Problem to work on:
All entries below are to be copied precisely as they appear.

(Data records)
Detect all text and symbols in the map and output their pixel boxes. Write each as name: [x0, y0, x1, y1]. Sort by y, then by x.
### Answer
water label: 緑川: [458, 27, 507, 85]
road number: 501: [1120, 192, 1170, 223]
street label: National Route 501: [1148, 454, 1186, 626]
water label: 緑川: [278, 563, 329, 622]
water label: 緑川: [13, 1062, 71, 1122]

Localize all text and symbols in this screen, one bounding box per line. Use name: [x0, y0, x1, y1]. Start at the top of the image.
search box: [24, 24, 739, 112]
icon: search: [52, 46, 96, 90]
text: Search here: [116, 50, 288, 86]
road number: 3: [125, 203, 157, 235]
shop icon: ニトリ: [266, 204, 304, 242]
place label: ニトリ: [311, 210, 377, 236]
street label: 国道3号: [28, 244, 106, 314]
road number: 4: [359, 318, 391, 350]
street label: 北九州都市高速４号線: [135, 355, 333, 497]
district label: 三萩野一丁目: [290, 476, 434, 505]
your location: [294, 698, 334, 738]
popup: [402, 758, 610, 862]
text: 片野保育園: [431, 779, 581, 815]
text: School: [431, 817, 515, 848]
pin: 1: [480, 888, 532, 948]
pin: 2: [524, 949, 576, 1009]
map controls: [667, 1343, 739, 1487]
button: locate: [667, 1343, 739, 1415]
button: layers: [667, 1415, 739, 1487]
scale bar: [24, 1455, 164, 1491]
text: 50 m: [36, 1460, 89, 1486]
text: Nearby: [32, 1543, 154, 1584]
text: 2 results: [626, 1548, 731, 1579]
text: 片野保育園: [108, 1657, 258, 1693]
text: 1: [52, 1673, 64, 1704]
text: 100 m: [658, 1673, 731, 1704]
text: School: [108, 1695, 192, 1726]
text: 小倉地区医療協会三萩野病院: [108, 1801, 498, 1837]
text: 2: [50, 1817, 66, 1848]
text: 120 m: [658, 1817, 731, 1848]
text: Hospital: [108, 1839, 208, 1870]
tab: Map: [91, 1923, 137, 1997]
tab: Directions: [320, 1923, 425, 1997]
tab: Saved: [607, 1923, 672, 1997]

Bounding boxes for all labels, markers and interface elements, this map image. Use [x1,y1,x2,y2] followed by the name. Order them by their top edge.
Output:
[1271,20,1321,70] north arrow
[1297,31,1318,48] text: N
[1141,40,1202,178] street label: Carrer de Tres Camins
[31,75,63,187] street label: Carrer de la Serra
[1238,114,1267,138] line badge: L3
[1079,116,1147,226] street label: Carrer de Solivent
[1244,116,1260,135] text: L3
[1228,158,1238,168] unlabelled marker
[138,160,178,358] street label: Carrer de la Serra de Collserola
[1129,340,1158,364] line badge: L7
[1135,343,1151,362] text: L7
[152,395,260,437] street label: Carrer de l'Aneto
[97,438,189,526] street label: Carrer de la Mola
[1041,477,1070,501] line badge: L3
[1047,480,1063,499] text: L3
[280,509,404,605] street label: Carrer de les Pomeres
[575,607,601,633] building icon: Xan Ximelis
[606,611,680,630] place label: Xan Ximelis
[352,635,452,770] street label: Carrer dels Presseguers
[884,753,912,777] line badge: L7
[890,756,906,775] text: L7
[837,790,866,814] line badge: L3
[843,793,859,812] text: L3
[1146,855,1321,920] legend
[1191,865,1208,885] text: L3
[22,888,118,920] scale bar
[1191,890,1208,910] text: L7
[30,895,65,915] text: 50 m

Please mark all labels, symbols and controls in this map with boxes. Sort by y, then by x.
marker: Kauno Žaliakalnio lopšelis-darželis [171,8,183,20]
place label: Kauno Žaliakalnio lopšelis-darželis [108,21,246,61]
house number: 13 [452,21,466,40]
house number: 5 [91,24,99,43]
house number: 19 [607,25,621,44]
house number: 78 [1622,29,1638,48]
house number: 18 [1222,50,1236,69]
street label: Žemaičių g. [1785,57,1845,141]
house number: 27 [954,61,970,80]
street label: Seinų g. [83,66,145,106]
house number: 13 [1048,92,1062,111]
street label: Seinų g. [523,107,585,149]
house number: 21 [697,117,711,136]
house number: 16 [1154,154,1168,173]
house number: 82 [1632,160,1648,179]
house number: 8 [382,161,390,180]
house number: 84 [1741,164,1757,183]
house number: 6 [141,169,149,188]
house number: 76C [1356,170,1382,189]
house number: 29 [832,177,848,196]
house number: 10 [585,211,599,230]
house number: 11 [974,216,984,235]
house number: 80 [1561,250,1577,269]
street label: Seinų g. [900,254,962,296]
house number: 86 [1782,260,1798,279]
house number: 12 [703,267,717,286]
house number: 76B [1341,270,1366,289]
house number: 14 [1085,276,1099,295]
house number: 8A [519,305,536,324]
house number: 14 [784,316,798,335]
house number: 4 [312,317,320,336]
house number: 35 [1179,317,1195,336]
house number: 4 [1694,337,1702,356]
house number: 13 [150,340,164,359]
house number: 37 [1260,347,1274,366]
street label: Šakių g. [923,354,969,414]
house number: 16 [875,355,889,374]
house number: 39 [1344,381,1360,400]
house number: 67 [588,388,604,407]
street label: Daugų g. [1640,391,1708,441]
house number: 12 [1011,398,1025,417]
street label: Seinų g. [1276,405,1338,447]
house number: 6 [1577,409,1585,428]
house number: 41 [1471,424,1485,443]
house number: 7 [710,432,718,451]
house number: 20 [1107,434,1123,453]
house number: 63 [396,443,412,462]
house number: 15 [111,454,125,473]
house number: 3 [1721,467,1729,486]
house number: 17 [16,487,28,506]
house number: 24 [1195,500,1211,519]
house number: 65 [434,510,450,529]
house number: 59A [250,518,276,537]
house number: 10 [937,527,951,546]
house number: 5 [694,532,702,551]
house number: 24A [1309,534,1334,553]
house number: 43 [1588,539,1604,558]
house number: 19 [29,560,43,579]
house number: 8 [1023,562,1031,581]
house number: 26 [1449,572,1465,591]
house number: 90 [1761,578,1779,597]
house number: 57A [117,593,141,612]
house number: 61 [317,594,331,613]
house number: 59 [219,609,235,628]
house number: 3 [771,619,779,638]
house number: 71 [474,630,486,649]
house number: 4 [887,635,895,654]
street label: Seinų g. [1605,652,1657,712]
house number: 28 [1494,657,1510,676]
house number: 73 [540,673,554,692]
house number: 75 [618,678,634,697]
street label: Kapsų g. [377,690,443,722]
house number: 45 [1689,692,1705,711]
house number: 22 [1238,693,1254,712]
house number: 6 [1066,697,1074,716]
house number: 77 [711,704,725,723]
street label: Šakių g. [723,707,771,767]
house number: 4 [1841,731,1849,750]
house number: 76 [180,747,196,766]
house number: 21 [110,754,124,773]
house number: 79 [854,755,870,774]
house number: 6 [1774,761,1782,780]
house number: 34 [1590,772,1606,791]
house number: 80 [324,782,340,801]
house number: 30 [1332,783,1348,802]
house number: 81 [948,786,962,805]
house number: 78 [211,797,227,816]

Exercise result:
Detect all text and symbols in the map and output their pixel boxes. Write each as name: [x0, y0, x1, y1]. Sort by y, then by x.
### Answer
water label: 緑川: [458, 27, 507, 85]
road number: 501: [1120, 192, 1170, 223]
street label: National Route 501: [1148, 454, 1186, 626]
water label: 緑川: [278, 563, 329, 622]
water label: 緑川: [13, 1062, 71, 1122]

Localize all text and symbols in this screen, one bounding box per line. Use name: [x0, y0, x1, y1]. Start at the top of the image.
search box: [24, 24, 739, 112]
icon: search: [52, 46, 96, 90]
text: Search here: [116, 50, 288, 86]
road number: 3: [125, 203, 157, 235]
shop icon: ニトリ: [266, 204, 304, 242]
place label: ニトリ: [311, 210, 377, 236]
street label: 国道3号: [28, 244, 106, 314]
road number: 4: [359, 318, 391, 350]
street label: 北九州都市高速４号線: [135, 355, 333, 497]
district label: 三萩野一丁目: [290, 476, 434, 505]
your location: [294, 698, 334, 738]
popup: [402, 758, 610, 862]
text: 片野保育園: [431, 779, 581, 815]
text: School: [431, 817, 515, 848]
pin: 1: [480, 888, 532, 948]
pin: 2: [524, 949, 576, 1009]
map controls: [667, 1343, 739, 1487]
button: locate: [667, 1343, 739, 1415]
button: layers: [667, 1415, 739, 1487]
scale bar: [24, 1455, 164, 1491]
text: 50 m: [36, 1460, 89, 1486]
text: Nearby: [32, 1543, 154, 1584]
text: 2 results: [626, 1548, 731, 1579]
text: 片野保育園: [108, 1657, 258, 1693]
text: 1: [52, 1673, 64, 1704]
text: 100 m: [658, 1673, 731, 1704]
text: School: [108, 1695, 192, 1726]
text: 小倉地区医療協会三萩野病院: [108, 1801, 498, 1837]
text: 2: [50, 1817, 66, 1848]
text: 120 m: [658, 1817, 731, 1848]
text: Hospital: [108, 1839, 208, 1870]
tab: Map: [91, 1923, 137, 1997]
tab: Directions: [320, 1923, 425, 1997]
tab: Saved: [607, 1923, 672, 1997]

Bounding boxes for all labels, markers and interface elements, this map image. Use [x1,y1,x2,y2] followed by the name. Order them by their top edge.
Output:
[1271,20,1321,70] north arrow
[1297,31,1318,48] text: N
[1141,40,1202,178] street label: Carrer de Tres Camins
[31,75,63,187] street label: Carrer de la Serra
[1238,114,1267,138] line badge: L3
[1079,116,1147,226] street label: Carrer de Solivent
[1244,116,1260,135] text: L3
[1228,158,1238,168] unlabelled marker
[138,160,178,358] street label: Carrer de la Serra de Collserola
[1129,340,1158,364] line badge: L7
[1135,343,1151,362] text: L7
[152,395,260,437] street label: Carrer de l'Aneto
[97,438,189,526] street label: Carrer de la Mola
[1041,477,1070,501] line badge: L3
[1047,480,1063,499] text: L3
[280,509,404,605] street label: Carrer de les Pomeres
[575,607,601,633] building icon: Xan Ximelis
[606,611,680,630] place label: Xan Ximelis
[352,635,452,770] street label: Carrer dels Presseguers
[884,753,912,777] line badge: L7
[890,756,906,775] text: L7
[837,790,866,814] line badge: L3
[843,793,859,812] text: L3
[1146,855,1321,920] legend
[1191,865,1208,885] text: L3
[22,888,118,920] scale bar
[1191,890,1208,910] text: L7
[30,895,65,915] text: 50 m

Please mark all labels, symbols and controls in this map with boxes. Sort by y, then by x.
marker: Kauno Žaliakalnio lopšelis-darželis [171,8,183,20]
place label: Kauno Žaliakalnio lopšelis-darželis [108,21,246,61]
house number: 13 [452,21,466,40]
house number: 5 [91,24,99,43]
house number: 19 [607,25,621,44]
house number: 78 [1622,29,1638,48]
house number: 18 [1222,50,1236,69]
street label: Žemaičių g. [1785,57,1845,141]
house number: 27 [954,61,970,80]
street label: Seinų g. [83,66,145,106]
house number: 13 [1048,92,1062,111]
street label: Seinų g. [523,107,585,149]
house number: 21 [697,117,711,136]
house number: 16 [1154,154,1168,173]
house number: 82 [1632,160,1648,179]
house number: 8 [382,161,390,180]
house number: 84 [1741,164,1757,183]
house number: 6 [141,169,149,188]
house number: 76C [1356,170,1382,189]
house number: 29 [832,177,848,196]
house number: 10 [585,211,599,230]
house number: 11 [974,216,984,235]
house number: 80 [1561,250,1577,269]
street label: Seinų g. [900,254,962,296]
house number: 86 [1782,260,1798,279]
house number: 12 [703,267,717,286]
house number: 76B [1341,270,1366,289]
house number: 14 [1085,276,1099,295]
house number: 8A [519,305,536,324]
house number: 14 [784,316,798,335]
house number: 4 [312,317,320,336]
house number: 35 [1179,317,1195,336]
house number: 4 [1694,337,1702,356]
house number: 13 [150,340,164,359]
house number: 37 [1260,347,1274,366]
street label: Šakių g. [923,354,969,414]
house number: 16 [875,355,889,374]
house number: 39 [1344,381,1360,400]
house number: 67 [588,388,604,407]
street label: Daugų g. [1640,391,1708,441]
house number: 12 [1011,398,1025,417]
street label: Seinų g. [1276,405,1338,447]
house number: 6 [1577,409,1585,428]
house number: 41 [1471,424,1485,443]
house number: 7 [710,432,718,451]
house number: 20 [1107,434,1123,453]
house number: 63 [396,443,412,462]
house number: 15 [111,454,125,473]
house number: 3 [1721,467,1729,486]
house number: 17 [16,487,28,506]
house number: 24 [1195,500,1211,519]
house number: 65 [434,510,450,529]
house number: 59A [250,518,276,537]
house number: 10 [937,527,951,546]
house number: 5 [694,532,702,551]
house number: 24A [1309,534,1334,553]
house number: 43 [1588,539,1604,558]
house number: 19 [29,560,43,579]
house number: 8 [1023,562,1031,581]
house number: 26 [1449,572,1465,591]
house number: 90 [1761,578,1779,597]
house number: 57A [117,593,141,612]
house number: 61 [317,594,331,613]
house number: 59 [219,609,235,628]
house number: 3 [771,619,779,638]
house number: 71 [474,630,486,649]
house number: 4 [887,635,895,654]
street label: Seinų g. [1605,652,1657,712]
house number: 28 [1494,657,1510,676]
house number: 73 [540,673,554,692]
house number: 75 [618,678,634,697]
street label: Kapsų g. [377,690,443,722]
house number: 45 [1689,692,1705,711]
house number: 22 [1238,693,1254,712]
house number: 6 [1066,697,1074,716]
house number: 77 [711,704,725,723]
street label: Šakių g. [723,707,771,767]
house number: 4 [1841,731,1849,750]
house number: 76 [180,747,196,766]
house number: 21 [110,754,124,773]
house number: 79 [854,755,870,774]
house number: 6 [1774,761,1782,780]
house number: 34 [1590,772,1606,791]
house number: 80 [324,782,340,801]
house number: 30 [1332,783,1348,802]
house number: 81 [948,786,962,805]
house number: 78 [211,797,227,816]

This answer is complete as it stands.